While all of the fossils they find are the property of the people of Panama, the Panamanian government has authorized researchers from the Florida Museum of Natural History and other museums around the country to take them back to their labs to be cleaned, cataloged, digitally recorded and studied.

Thursday, July 11, 2013

Science Education

Here are some of the teachers from last year.
Stay tuned for photos of this year's group.

The education component of the 2013 edition of the Panama Canal Project is well under way. Dr. Bruce MacFadden and his team welcomed teachers from California and Florida to Panama for 10 days. Students are in for some exciting new classroom experiences based on the hands-on experiences their teachers are getting thanks to the Panama Canal Project -- PIRE.

Wednesday, July 3, 2013

Panama Bound

Bruce MacFadden,  curator of vertebrate paleontology at the Florida Museum of
Natural History and principal investigator on the Panama Canal Project.

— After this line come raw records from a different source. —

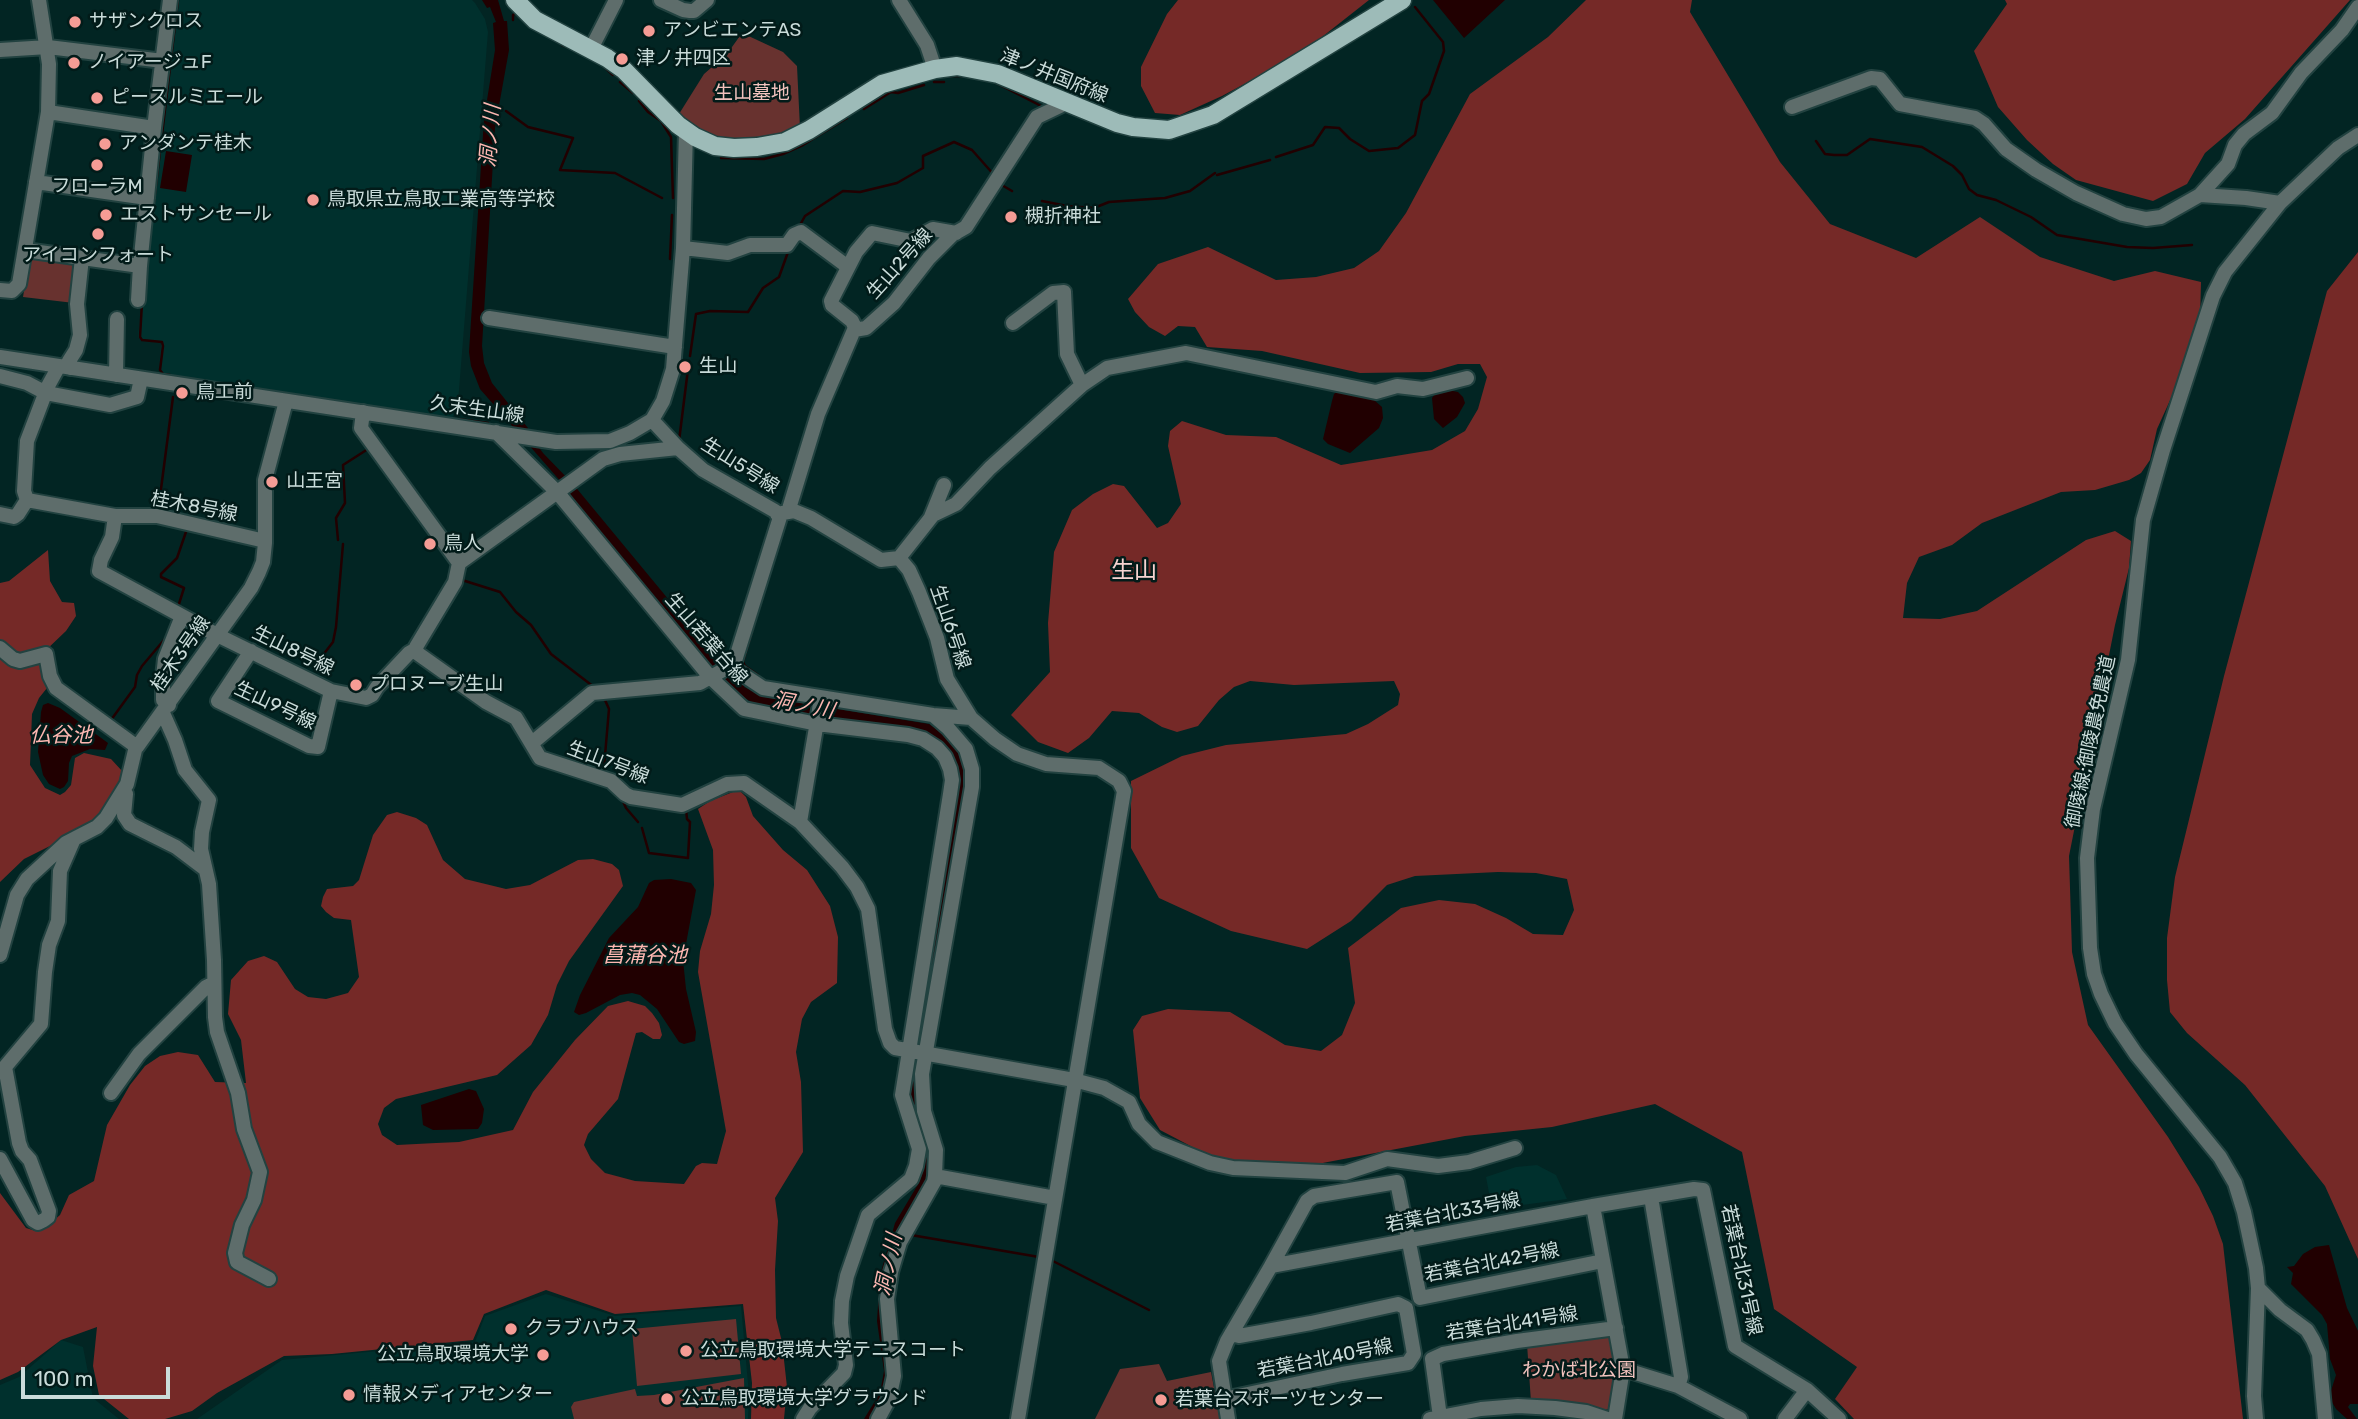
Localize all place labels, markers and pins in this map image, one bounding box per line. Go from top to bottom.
place label: サザンクロス [89,11,203,33]
marker: サザンクロス [67,14,83,30]
place label: アンビエンテAS [663,20,801,42]
marker: アンビエンテAS [641,23,657,39]
place label: 津ノ井四区 [636,48,731,70]
marker: 津ノ井四区 [614,51,630,67]
place label: ノイアージュF [88,52,212,74]
marker: ノイアージュF [66,55,82,71]
place label: ピースルミエール [111,87,263,109]
marker: ピースルミエール [89,90,105,106]
place label: アンダンテ桂木 [119,133,252,155]
marker: アンダンテ桂木 [97,136,113,152]
marker: フローラM [89,157,105,173]
place label: フローラM [51,176,143,198]
place label: 鳥取県立鳥取工業高等学校 [327,189,555,211]
marker: 鳥取県立鳥取工業高等学校 [305,192,321,208]
place label: エストサンセール [120,204,272,226]
place label: 槻折神社 [1025,206,1101,228]
marker: エストサンセール [98,207,114,223]
marker: 槻折神社 [1003,209,1019,225]
marker: アイコンフォート [90,226,106,242]
place label: アイコンフォート [22,245,174,267]
place label: 生山 [699,356,737,378]
marker: 生山 [677,359,693,375]
place label: 鳥工前 [196,382,253,404]
marker: 鳥工前 [174,385,190,401]
place label: 山王宮 [286,471,343,493]
marker: 山王宮 [264,474,280,490]
place label: 鳥人 [444,533,482,555]
marker: 鳥人 [422,536,438,552]
place label: プロヌーブ生山 [370,674,503,696]
marker: プロヌーブ生山 [348,677,364,693]
place label: クラブハウス [525,1318,639,1340]
marker: クラブハウス [503,1321,519,1337]
place label: 公立鳥取環境大学テニスコート [700,1340,966,1362]
marker: 公立鳥取環境大学テニスコート [678,1343,694,1359]
place label: 公立鳥取環境大学 [377,1344,529,1366]
marker: 公立鳥取環境大学 [535,1347,551,1363]
place label: 情報メディアセンター [363,1384,553,1406]
marker: 情報メディアセンター [341,1387,357,1403]
place label: 公立鳥取環境大学グラウンド [681,1388,928,1410]
place label: 若葉台スポーツセンター [1175,1389,1384,1411]
marker: 公立鳥取環境大学グラウンド [659,1391,675,1407]
marker: 若葉台スポーツセンター [1153,1392,1169,1408]

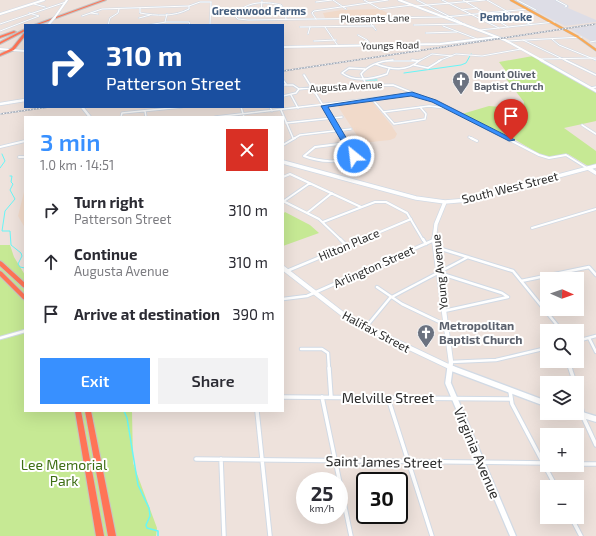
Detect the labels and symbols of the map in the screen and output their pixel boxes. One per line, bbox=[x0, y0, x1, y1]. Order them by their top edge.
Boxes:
district label: Greenwood Farms bbox=[212, 4, 306, 17]
district label: Pembroke bbox=[480, 10, 532, 23]
street label: Pleasants Lane bbox=[340, 11, 410, 25]
street label: Youngs Road bbox=[361, 38, 419, 52]
place label: Mount Olivet Baptist Church bbox=[474, 68, 544, 92]
church icon: Mount Olivet Baptist Church bbox=[451, 70, 471, 95]
street label: Augusta Avenue bbox=[309, 78, 383, 94]
pin bbox=[494, 99, 528, 140]
position arrow bbox=[333, 135, 375, 177]
street label: South West Street bbox=[460, 168, 560, 206]
street label: Hilton Place bbox=[316, 225, 381, 263]
street label: Young Avenue bbox=[428, 234, 450, 311]
street label: Arlington Street bbox=[331, 242, 417, 290]
north arrow bbox=[540, 272, 584, 316]
street label: Halifax Street bbox=[340, 307, 413, 355]
place label: Metropolitan Baptist Church bbox=[439, 318, 523, 346]
church icon: Metropolitan Baptist Church bbox=[416, 323, 436, 348]
street label: Melville Street bbox=[342, 389, 434, 406]
street label: Virginia Avenue bbox=[451, 404, 504, 501]
street label: Saint James Street bbox=[326, 452, 442, 471]
park label: Lee Memorial Park bbox=[21, 456, 108, 489]
speed limit sign: 30 bbox=[356, 472, 408, 524]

UF Explore magazine editor Joe Kays will be in Panama July 11-20 with scientists from the Florida Museum of Natural History as they search for fossils during the expansion of the Panama Canal. 

The New World Tropics have extraordinarily high biodiversity that is threatened by global climate change, human impacts and extinction. Little is known about when this biodiversity originated and how it evolved. During the initial excavations for the Panama Canal a century ago, the Smithsonian Institution made natural history and geological collections that documented modern and ancient biodiversity in the NWT. 

In 2008 Panama initiated a decade-long, $7 billion project to expand the canal. This expansion is providing a once-in-a-century opportunity to access new rock outcrops rich in fossil diversity. The project is expanding researchers’ understanding of global changes that occurred when the Isthmus of Panama formed, creating a land bridge between North America and South America. 

Fact: The Panama Canal expansion project began in 2007 and is estimated to be completed by 2015 at a cost of $5.3 billion. The expansion project will more than double the canal's capacity, enabling it to accommodate ships that are too large to traverse the existing canal. The United States and China are the top users of the canal.